C'est le gage d'une ouverture du dialogue avec l'ensemble des parties prenantes et de l'élaboration d'un document stratégique partagé. On a bien vu, récemment encore du côté de la Charente, apparaître des conflits d'usage qu'il est indispensable d'éviter à tout prix. Selon nous, le meilleur chemin pour apaiser les tensions consiste à partager une vision commune et stratégique à moyen et long termes à propos de la manière dont nous souhaitons aborder les questions relatives à la gestion du grand cycle de l'eau.
Nous sommes également très attachés à la nécessité de renforcer l'ingénierie publique pour appuyer la mise en oeuvre de la stratégie collective préalablement déterminée. Nous pensons en particulier à la tarification et au renforcement des compétences des EPTB, qui ont pour vocation d'oeuvrer à l'échelle des CLE ou des inter-CLE. Ce sont des outils qui doivent garantir la cohérence et l'intervention de la maîtrise d'ouvrage à l'échelle du bassin versant.
La GEMAPI présente des aspects extrêmement positifs, notamment le fait qu'elle ait été fléchée vers le bloc communal, dans la mesure où elle renvoie à la question de l'eau et du grand cycle et à celle de l'aménagement du territoire.
Il nous semble cependant qu'il existe un trou dans la raquette. Dès lors que la GEMAPI s'installe à l'échelle du bloc communal sans outils de gouvernance, de maîtrise d'ouvrage et d'ingénierie à l'échelle du bassin versant, le risque à terme est une sorte de saucissonnage et un repli des EPCI sur leur propre territoire, que l'on peut parfois constater, sans qu'il soit tenu compte de l'absolue nécessité qu'amont et aval bénéficient d'une approche unifiée, tout comme le monde rural et le monde urbain.

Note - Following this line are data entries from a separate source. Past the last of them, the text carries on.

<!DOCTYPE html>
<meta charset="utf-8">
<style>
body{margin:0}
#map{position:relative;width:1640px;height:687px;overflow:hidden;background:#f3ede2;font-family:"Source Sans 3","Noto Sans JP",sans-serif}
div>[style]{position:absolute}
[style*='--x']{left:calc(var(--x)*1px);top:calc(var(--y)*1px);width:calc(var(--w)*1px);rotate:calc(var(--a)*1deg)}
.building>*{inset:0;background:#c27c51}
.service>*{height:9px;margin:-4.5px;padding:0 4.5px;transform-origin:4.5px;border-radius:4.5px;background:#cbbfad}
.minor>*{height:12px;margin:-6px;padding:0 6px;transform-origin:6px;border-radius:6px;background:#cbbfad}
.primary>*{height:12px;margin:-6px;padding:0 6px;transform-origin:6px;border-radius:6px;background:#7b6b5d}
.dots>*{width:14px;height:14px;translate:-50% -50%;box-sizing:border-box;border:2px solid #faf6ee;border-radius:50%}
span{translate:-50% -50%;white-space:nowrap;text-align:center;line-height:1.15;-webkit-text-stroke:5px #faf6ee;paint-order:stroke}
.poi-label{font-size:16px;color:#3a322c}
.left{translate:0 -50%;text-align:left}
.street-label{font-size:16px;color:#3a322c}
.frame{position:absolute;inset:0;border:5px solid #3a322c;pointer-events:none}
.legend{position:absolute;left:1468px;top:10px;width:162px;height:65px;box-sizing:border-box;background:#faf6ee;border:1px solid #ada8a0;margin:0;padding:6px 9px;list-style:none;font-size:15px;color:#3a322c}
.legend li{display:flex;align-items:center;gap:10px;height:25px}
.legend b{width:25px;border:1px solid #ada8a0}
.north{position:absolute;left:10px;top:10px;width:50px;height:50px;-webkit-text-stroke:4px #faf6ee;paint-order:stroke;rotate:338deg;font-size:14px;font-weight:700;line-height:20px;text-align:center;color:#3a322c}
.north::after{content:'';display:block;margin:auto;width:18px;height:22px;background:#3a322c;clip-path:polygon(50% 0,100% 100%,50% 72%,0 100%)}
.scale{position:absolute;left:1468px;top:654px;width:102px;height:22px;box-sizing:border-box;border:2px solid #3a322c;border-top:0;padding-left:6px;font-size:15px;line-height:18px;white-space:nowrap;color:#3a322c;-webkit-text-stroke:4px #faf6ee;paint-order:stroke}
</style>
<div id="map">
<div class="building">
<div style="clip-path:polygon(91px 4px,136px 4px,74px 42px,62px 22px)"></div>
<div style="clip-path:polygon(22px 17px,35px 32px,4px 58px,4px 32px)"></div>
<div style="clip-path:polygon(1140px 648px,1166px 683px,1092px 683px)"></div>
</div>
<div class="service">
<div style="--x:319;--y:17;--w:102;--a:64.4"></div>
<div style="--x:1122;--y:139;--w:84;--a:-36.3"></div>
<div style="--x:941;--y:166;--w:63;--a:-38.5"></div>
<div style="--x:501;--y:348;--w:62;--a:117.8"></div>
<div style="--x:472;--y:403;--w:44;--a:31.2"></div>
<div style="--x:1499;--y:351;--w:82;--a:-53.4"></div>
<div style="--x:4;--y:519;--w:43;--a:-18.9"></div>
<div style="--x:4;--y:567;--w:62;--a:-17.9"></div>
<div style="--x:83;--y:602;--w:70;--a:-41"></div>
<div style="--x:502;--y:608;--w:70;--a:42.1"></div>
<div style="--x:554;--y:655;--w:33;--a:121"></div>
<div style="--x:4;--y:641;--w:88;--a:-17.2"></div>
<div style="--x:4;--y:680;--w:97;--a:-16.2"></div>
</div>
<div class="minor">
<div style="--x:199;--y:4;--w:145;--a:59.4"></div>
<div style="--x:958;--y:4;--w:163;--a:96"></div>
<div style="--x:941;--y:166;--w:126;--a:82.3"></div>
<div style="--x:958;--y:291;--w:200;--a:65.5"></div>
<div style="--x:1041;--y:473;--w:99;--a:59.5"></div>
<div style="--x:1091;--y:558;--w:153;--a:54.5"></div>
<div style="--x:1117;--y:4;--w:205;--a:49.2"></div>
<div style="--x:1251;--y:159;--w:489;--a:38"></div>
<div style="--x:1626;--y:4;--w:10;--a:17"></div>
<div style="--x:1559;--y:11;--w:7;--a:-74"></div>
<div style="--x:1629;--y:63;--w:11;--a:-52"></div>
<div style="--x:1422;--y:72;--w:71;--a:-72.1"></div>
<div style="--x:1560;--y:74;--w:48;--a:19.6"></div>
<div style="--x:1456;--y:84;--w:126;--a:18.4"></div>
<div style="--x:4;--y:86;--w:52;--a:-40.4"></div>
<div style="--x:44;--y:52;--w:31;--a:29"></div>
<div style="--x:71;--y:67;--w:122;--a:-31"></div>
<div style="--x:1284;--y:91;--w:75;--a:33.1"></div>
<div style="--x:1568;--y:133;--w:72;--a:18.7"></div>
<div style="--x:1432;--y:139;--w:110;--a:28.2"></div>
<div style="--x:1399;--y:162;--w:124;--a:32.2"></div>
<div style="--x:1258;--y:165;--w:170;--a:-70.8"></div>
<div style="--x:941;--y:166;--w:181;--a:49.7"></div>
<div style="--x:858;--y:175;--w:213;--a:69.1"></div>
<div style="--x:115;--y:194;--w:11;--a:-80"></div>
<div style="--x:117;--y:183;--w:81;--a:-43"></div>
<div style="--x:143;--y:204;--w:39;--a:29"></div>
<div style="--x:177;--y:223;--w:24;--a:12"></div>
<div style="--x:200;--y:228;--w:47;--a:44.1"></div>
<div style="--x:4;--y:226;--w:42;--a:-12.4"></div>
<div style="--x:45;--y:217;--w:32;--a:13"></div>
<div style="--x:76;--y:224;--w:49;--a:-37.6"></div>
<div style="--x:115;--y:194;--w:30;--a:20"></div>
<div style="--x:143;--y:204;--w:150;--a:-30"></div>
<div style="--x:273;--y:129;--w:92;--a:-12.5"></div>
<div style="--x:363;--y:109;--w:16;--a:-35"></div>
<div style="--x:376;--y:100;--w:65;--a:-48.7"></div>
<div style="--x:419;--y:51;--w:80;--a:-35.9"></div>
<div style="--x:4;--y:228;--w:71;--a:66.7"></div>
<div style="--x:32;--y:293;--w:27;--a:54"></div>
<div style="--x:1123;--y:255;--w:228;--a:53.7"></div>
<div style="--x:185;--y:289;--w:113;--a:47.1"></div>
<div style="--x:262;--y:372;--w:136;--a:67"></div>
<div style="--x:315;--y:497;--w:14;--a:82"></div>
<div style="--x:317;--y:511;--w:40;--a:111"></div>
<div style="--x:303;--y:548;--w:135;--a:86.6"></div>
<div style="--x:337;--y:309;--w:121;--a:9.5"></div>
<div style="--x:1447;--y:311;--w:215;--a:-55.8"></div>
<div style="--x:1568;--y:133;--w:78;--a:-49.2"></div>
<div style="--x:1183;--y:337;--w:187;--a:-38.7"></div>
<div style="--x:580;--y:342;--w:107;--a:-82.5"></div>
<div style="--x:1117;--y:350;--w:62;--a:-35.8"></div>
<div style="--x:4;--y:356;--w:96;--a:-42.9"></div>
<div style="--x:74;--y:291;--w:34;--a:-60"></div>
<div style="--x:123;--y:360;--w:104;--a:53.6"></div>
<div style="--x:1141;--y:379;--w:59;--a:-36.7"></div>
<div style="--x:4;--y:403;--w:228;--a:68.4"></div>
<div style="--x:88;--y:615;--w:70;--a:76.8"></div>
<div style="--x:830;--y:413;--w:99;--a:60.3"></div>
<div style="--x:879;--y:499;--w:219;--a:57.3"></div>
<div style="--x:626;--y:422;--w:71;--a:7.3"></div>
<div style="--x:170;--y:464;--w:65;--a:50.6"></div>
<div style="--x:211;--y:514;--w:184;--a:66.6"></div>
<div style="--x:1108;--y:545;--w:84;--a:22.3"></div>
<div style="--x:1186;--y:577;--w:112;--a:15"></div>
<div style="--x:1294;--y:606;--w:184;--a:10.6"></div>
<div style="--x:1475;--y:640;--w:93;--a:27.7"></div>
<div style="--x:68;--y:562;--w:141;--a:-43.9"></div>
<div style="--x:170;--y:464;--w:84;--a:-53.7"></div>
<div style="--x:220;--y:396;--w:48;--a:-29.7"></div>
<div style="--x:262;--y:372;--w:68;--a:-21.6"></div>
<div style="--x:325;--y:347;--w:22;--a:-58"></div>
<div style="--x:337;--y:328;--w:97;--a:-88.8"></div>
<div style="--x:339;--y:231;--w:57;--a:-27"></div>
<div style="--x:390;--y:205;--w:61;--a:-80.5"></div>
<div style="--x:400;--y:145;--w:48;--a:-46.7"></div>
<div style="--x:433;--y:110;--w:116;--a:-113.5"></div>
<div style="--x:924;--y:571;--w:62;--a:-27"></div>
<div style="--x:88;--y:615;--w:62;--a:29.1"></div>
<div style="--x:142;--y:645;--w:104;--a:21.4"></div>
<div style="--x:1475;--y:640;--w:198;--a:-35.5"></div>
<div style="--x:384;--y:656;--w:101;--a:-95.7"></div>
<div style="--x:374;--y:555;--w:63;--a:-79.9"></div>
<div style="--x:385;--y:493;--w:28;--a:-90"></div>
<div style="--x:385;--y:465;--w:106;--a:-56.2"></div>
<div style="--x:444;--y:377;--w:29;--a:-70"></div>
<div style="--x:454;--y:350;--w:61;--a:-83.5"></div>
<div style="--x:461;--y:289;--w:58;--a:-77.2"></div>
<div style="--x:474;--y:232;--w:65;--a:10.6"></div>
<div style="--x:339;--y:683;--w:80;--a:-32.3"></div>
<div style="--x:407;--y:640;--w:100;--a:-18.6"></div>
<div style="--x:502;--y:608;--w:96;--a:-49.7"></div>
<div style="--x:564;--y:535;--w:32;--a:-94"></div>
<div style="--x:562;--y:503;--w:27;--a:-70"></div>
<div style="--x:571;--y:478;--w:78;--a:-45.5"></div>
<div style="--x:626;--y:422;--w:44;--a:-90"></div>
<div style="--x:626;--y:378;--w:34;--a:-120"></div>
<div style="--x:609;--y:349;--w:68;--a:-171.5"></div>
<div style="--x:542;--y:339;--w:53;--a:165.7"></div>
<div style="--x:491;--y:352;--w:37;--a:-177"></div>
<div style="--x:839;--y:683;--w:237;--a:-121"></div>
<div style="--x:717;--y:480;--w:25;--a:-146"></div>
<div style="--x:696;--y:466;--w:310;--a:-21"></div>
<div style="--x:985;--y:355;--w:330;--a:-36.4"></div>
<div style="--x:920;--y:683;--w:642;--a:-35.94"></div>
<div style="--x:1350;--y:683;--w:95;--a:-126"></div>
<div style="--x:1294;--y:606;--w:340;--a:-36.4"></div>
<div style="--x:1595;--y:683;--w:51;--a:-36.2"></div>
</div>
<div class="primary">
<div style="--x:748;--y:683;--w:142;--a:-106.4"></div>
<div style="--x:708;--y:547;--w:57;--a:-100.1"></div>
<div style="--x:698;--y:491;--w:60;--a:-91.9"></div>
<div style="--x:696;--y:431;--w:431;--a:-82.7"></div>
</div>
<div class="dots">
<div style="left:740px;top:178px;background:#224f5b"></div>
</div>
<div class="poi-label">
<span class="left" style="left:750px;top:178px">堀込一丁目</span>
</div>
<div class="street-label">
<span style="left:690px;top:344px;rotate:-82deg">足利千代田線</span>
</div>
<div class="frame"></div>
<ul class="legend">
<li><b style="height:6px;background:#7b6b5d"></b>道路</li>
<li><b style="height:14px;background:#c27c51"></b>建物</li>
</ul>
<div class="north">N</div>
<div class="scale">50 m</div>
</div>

Vous l'aurez compris, selon nous, la politique du grand cycle de l'eau doit être une politique de solidarité et de cohérence entre les territoires. Nous pensons absolument nécessaire de déployer non seulement des EPTB, mais également d'en clarifier et d'en renforcer les compétences ce qui, selon nous, n'est pas aujourd'hui suffisamment le cas.